Today is Ian’s 7th day of kindergarten. He unbuckled himself, opened and shut the passenger door of my car, and said bye, mom. I said woah woah woah. We had two streets to cross, plus a cul-de-sac and two turns to navigate before you could see the kinder gate. He said he knew where he was going.
I stood back 100 feet or so, waiting until I was out of eye sight, then quickly following to see him. At the middle of the cul-de-sac, the first bell rang and he broke out into a run, rounded the corner and was gone. I knew he had found the kinder gate. I didn’t need to make that last turn.
And so it is.
He’s grown up, and yet not at all.
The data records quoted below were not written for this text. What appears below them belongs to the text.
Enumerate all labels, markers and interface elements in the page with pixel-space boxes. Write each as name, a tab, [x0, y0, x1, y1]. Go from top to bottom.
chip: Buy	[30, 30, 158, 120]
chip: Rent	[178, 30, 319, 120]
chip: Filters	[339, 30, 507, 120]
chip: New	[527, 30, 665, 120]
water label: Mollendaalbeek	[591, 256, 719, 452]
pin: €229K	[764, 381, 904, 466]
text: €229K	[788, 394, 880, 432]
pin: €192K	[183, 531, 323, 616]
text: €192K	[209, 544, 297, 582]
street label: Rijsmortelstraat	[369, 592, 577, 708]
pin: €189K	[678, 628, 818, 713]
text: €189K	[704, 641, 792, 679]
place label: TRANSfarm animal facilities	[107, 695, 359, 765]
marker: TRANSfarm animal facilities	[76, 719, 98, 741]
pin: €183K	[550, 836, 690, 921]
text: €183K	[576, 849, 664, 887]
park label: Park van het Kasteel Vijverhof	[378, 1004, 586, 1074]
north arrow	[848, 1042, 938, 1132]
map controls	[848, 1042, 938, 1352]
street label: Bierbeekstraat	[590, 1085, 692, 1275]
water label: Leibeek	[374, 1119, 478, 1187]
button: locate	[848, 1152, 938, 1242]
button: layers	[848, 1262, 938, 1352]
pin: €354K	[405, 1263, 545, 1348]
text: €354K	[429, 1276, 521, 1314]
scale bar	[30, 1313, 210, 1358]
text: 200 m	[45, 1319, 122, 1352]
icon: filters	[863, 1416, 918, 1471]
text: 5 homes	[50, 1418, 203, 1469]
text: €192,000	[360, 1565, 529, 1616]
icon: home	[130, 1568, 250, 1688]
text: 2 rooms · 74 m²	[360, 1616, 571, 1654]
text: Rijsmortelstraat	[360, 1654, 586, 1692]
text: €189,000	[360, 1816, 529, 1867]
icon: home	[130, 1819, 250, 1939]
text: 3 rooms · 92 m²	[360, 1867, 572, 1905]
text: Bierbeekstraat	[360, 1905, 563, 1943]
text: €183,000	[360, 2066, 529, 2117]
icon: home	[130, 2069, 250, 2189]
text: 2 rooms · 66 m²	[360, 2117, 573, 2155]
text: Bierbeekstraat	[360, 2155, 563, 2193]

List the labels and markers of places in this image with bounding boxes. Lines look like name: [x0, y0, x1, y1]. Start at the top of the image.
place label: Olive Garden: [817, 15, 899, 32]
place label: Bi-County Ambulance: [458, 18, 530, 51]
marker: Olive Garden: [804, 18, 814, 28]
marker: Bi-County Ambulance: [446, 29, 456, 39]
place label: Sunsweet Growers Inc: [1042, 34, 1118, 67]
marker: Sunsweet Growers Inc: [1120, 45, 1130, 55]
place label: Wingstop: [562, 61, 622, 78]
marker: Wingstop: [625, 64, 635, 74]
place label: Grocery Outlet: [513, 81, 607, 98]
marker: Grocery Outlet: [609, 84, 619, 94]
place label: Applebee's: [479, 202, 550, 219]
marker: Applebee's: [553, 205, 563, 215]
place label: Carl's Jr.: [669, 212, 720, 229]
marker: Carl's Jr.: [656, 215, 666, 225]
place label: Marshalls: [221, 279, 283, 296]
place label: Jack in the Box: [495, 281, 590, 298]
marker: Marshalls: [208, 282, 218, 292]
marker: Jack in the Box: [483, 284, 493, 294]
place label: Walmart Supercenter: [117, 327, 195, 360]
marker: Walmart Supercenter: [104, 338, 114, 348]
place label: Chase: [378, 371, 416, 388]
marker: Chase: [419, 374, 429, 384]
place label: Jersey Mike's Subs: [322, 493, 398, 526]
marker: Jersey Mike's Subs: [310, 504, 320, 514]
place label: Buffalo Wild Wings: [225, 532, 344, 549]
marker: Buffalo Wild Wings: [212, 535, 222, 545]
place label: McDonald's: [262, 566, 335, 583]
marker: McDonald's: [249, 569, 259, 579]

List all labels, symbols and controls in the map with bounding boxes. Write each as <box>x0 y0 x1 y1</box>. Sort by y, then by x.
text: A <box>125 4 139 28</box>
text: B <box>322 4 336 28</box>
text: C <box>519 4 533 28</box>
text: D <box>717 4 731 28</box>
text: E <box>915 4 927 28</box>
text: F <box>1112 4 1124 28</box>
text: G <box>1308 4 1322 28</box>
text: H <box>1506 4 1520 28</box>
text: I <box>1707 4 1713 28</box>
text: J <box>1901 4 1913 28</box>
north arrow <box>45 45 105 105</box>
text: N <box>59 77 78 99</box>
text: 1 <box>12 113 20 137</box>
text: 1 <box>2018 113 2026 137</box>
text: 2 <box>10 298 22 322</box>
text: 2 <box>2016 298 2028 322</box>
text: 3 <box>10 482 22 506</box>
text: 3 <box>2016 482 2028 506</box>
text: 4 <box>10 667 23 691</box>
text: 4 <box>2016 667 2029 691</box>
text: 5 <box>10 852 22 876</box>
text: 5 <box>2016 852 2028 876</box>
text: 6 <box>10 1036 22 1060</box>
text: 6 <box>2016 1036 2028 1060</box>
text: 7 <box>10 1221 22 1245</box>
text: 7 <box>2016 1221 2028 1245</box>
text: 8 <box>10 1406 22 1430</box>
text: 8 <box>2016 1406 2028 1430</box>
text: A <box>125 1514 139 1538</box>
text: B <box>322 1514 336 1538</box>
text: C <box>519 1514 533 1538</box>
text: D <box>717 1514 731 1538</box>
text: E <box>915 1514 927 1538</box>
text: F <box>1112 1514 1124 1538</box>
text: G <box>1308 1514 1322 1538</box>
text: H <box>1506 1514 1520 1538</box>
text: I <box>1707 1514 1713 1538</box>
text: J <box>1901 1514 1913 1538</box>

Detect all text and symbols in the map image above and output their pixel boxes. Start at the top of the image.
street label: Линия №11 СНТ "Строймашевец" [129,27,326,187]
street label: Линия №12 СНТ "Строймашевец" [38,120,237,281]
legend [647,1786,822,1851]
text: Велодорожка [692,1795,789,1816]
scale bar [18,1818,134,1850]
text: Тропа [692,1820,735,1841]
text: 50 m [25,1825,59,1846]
He pooped in his pull-up this morning. He wants one of us to lie with him at night until he falls asleep. He cannot manage a taco.
I’m forty. Just. Mama Bars are happening. For real. Barcodes and stores and everything. I own a home. With fantastic natural light, and cats that aren’t mine hanging on my back porch.
Evan planned a surprise party that I sort of knew about. It was perfectly small and reminded me that people want, and do, show up for me. My brain does not tell me such things.
Last night Ian wanted to talk about death. He said when we die, we don’t go to heaven. Rather, we become ghosts and we hang out on earth, talking to the other ghosts. “So if I die, you won’t be able to see me or talk to me, but when you die, we’ll be back together again and can talk forever.” Then he fell asleep. I’m grateful for all these days.